After the Second World War, Bijedic served as assistant minister of the interior in the government of the People's Republic of Bosnia and Herzegovina, then in 1948 as head of the Propaganda Directorate of the Central Committee of the Communist Party of Bosnia and Herzegovina. He was also secretary of the Regional Committee of the KPJ for Herzegovina, a member of the Executive Council of the Federal Republic of Bosnia and Herzegovina, president of the Republic Council, president of the Assembly of the the Socialst Republic of Bosnia and Herzegovina, and President of the Federal Executive Council (SIV) in 1971.

He died tragically on January 18, 1977 in a plane crash on a flight to Sarajevo, after seeing off Josip Broz Tito, who had departed from Belgrade on his way to Libya. His wife Razija died along him, and they were survived by three children: Dragana, Azra and Milenko.
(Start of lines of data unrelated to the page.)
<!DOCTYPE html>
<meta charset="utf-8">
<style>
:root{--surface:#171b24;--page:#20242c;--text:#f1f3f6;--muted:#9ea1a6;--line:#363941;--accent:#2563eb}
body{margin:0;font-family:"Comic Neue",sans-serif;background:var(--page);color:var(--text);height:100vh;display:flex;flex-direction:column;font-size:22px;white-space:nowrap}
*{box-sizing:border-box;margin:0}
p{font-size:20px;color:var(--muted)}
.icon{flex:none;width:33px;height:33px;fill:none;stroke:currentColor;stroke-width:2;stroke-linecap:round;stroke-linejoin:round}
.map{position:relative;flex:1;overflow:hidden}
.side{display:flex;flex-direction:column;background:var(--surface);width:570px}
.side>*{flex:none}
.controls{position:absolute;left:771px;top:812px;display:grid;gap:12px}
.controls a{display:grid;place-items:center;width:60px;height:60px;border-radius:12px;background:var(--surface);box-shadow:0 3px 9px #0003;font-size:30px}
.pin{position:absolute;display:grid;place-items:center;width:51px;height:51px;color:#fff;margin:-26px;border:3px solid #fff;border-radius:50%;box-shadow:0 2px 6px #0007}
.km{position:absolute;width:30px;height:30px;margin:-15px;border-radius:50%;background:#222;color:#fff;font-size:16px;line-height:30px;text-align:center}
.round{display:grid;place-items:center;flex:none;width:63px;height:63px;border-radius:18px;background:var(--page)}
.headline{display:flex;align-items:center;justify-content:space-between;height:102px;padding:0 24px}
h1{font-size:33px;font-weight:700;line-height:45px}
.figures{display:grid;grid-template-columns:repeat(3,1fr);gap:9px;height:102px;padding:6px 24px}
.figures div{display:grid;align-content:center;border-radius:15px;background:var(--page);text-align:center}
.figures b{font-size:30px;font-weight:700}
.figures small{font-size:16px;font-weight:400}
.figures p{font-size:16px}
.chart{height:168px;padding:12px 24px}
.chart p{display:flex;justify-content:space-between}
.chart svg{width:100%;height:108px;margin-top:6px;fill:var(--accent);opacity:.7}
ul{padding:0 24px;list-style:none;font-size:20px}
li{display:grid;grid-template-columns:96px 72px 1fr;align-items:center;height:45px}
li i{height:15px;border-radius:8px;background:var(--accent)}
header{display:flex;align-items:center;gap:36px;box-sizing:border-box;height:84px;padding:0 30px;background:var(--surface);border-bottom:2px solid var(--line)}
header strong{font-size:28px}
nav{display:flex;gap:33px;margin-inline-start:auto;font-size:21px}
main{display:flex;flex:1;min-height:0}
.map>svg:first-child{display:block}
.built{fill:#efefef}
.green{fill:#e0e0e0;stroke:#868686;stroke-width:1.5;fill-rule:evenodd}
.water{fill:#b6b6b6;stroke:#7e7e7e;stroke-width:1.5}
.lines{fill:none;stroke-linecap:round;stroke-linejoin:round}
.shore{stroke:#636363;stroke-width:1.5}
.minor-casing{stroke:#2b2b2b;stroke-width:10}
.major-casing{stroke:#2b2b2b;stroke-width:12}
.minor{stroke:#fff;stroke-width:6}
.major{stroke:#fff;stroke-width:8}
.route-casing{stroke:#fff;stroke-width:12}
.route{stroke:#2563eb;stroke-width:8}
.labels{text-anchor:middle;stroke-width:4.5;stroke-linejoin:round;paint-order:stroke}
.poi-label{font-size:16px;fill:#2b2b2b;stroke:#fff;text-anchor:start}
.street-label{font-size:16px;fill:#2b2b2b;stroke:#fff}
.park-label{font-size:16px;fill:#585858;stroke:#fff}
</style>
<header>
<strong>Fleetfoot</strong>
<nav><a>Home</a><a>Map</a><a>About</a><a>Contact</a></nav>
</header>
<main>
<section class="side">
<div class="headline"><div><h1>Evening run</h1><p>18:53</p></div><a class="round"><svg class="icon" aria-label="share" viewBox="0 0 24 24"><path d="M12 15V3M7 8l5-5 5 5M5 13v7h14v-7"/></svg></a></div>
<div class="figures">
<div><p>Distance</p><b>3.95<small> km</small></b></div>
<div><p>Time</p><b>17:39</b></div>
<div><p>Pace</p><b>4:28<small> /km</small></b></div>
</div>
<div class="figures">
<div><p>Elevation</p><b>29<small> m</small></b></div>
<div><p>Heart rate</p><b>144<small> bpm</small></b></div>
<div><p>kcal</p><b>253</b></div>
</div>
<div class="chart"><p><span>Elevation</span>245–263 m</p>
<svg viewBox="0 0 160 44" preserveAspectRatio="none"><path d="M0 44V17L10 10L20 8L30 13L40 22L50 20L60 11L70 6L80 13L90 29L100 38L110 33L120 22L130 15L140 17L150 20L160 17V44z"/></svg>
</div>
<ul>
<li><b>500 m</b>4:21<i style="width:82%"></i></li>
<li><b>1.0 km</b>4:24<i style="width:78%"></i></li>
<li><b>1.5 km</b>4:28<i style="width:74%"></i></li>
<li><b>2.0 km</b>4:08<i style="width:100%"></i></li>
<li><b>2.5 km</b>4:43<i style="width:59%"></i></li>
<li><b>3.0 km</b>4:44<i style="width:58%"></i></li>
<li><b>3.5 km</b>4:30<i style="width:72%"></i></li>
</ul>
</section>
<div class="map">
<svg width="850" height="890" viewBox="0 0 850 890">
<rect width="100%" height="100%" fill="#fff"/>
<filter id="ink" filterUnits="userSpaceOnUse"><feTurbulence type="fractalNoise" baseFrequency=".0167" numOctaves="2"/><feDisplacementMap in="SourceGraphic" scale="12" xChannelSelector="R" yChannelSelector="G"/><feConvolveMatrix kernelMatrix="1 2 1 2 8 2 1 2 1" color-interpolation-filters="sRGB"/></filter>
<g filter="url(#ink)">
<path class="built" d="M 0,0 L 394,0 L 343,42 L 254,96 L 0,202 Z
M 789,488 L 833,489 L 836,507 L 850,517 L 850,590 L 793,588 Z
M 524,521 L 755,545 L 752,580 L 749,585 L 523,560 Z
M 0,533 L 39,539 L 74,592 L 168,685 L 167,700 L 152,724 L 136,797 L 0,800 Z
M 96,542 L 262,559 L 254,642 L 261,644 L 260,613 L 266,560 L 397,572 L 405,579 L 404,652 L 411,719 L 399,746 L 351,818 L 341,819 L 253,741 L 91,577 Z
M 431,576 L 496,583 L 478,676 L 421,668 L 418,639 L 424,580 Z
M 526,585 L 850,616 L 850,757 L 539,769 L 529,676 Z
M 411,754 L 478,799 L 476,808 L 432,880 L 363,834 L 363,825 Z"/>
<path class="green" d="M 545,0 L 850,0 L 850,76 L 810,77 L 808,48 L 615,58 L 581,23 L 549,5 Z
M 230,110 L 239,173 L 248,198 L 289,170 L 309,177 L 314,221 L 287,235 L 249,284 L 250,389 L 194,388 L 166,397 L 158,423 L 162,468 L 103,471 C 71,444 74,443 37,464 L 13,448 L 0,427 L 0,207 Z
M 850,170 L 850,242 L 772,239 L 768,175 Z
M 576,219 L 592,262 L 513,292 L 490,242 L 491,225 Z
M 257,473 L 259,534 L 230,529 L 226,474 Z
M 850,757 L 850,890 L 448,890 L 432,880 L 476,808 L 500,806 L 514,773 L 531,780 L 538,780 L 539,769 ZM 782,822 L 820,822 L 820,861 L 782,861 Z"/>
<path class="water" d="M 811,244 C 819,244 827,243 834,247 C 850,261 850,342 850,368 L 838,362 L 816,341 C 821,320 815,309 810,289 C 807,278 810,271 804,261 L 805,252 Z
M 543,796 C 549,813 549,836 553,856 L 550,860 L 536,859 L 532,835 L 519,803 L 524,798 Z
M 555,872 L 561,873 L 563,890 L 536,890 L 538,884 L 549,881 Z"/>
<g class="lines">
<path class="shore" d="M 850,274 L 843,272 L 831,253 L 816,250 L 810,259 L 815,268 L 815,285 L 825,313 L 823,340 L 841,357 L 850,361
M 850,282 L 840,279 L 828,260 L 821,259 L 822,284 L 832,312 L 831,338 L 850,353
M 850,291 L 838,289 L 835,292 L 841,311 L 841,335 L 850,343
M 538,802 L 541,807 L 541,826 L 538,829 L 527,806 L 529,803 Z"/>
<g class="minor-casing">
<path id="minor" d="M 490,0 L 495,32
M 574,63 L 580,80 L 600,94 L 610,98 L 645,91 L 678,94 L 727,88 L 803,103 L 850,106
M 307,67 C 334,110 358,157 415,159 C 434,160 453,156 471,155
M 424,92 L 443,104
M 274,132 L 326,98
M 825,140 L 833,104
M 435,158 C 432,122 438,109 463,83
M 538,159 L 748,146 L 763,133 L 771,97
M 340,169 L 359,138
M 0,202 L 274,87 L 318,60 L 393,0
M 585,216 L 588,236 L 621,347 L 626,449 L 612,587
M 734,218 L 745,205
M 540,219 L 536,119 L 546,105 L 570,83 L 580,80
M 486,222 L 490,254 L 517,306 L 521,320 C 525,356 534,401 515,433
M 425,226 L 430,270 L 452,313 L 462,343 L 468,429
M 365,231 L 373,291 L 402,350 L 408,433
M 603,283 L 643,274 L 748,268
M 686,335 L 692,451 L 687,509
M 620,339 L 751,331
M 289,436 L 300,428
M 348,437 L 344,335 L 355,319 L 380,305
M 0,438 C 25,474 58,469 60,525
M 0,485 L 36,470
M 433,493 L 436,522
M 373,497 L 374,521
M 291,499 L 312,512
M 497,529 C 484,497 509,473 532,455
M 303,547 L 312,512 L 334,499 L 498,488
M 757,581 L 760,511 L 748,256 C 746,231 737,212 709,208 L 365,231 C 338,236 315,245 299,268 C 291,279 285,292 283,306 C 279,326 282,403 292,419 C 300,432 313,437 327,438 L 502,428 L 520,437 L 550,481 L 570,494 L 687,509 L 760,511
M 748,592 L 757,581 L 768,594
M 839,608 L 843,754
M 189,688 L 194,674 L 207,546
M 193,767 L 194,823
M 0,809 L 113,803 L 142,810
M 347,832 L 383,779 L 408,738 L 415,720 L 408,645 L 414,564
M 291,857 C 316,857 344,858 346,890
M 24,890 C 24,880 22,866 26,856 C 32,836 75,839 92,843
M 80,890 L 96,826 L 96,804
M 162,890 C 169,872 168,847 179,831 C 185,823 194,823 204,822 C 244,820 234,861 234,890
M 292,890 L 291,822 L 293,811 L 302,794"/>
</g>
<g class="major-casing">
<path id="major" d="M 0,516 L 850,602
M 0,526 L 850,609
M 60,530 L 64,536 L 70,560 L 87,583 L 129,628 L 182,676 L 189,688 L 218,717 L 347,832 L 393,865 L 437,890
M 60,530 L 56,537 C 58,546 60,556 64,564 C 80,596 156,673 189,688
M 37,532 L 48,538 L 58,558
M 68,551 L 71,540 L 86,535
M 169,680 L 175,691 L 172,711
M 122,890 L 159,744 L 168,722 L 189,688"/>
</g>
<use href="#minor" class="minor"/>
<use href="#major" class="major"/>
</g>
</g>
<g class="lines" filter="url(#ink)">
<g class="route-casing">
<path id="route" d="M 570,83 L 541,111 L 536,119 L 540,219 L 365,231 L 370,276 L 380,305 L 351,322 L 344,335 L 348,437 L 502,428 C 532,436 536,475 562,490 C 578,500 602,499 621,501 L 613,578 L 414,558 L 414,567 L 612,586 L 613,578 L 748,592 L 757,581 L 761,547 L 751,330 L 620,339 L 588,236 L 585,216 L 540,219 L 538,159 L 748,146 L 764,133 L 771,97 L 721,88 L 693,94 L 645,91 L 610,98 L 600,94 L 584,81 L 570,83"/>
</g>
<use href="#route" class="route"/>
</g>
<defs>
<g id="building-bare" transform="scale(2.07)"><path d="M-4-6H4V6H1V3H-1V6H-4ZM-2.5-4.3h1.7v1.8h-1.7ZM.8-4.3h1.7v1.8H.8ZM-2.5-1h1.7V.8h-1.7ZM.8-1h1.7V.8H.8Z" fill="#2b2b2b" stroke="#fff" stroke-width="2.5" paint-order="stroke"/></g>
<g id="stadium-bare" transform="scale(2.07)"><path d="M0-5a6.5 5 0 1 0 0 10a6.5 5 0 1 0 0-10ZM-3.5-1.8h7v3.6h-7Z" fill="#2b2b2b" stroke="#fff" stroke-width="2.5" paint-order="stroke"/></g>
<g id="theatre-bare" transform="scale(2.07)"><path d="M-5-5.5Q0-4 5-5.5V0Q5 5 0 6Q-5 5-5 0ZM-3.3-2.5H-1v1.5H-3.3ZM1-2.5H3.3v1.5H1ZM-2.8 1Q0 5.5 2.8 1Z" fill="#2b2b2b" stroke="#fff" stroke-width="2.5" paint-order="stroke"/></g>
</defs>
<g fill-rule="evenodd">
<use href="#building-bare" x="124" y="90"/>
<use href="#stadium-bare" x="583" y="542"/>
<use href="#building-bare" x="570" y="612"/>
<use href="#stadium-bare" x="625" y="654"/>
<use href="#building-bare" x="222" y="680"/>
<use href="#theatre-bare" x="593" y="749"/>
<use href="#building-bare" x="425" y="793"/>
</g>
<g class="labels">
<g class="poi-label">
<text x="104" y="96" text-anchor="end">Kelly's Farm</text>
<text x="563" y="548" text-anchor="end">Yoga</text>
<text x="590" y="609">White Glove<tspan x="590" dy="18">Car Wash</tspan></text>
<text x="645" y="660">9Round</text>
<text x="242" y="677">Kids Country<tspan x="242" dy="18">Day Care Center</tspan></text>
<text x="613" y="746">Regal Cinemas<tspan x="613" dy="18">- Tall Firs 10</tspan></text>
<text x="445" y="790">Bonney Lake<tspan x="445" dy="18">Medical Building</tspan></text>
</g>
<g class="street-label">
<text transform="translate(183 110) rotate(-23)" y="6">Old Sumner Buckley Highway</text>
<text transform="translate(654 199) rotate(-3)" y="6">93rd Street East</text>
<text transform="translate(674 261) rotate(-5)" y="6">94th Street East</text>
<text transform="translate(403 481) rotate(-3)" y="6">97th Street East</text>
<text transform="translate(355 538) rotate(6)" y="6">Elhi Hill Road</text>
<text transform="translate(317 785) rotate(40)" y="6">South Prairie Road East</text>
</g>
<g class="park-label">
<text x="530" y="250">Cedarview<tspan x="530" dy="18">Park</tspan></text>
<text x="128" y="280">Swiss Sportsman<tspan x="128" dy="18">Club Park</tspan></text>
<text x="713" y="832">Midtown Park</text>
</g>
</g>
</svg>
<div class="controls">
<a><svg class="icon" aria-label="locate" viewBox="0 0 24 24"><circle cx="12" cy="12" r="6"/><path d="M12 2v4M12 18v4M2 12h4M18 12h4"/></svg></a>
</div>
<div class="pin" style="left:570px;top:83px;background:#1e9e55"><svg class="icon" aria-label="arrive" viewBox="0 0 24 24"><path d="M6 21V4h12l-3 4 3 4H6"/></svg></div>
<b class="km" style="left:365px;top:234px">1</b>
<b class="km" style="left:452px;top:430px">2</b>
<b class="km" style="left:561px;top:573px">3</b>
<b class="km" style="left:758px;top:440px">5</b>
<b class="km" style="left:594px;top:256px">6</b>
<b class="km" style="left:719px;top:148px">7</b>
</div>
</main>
Immediately upon learning of the tragedy, President Tito returned to the country and attended his funeral in Sarajevo. He was succeeded at the helm of the Federal Executive Council by Veselin Djuranovic (from Montenegro). The same year that he died, a university was founded in Mostar that was named after him.

Dzemal Bijedic's uncle always believed he had been murdered

He says he met Dzemal the last time three months before he died, on October 23, 1977, in a weekend home in Trnovo, near Sarajevo.

"He spoke in my ear: 'Bahrica, I know a lot, they will kill me'. He said that Tito was isolated, blocked by his wife Jovanka, that he could not be reached. He was telling me about the top leadership of the JNA (Yugoslav Army). No doubt, he anticipated his death," said Bahrudin Bijedic, a former consul of the SFRY.

He says such cases don't fall under the statute of limitations and that there should be a renewed investigation and reconstruction in a similar manner to what was done around the deaths of Palestinian leader Yasser Arafat and Turkish Prime Minister Turkgut Ozal.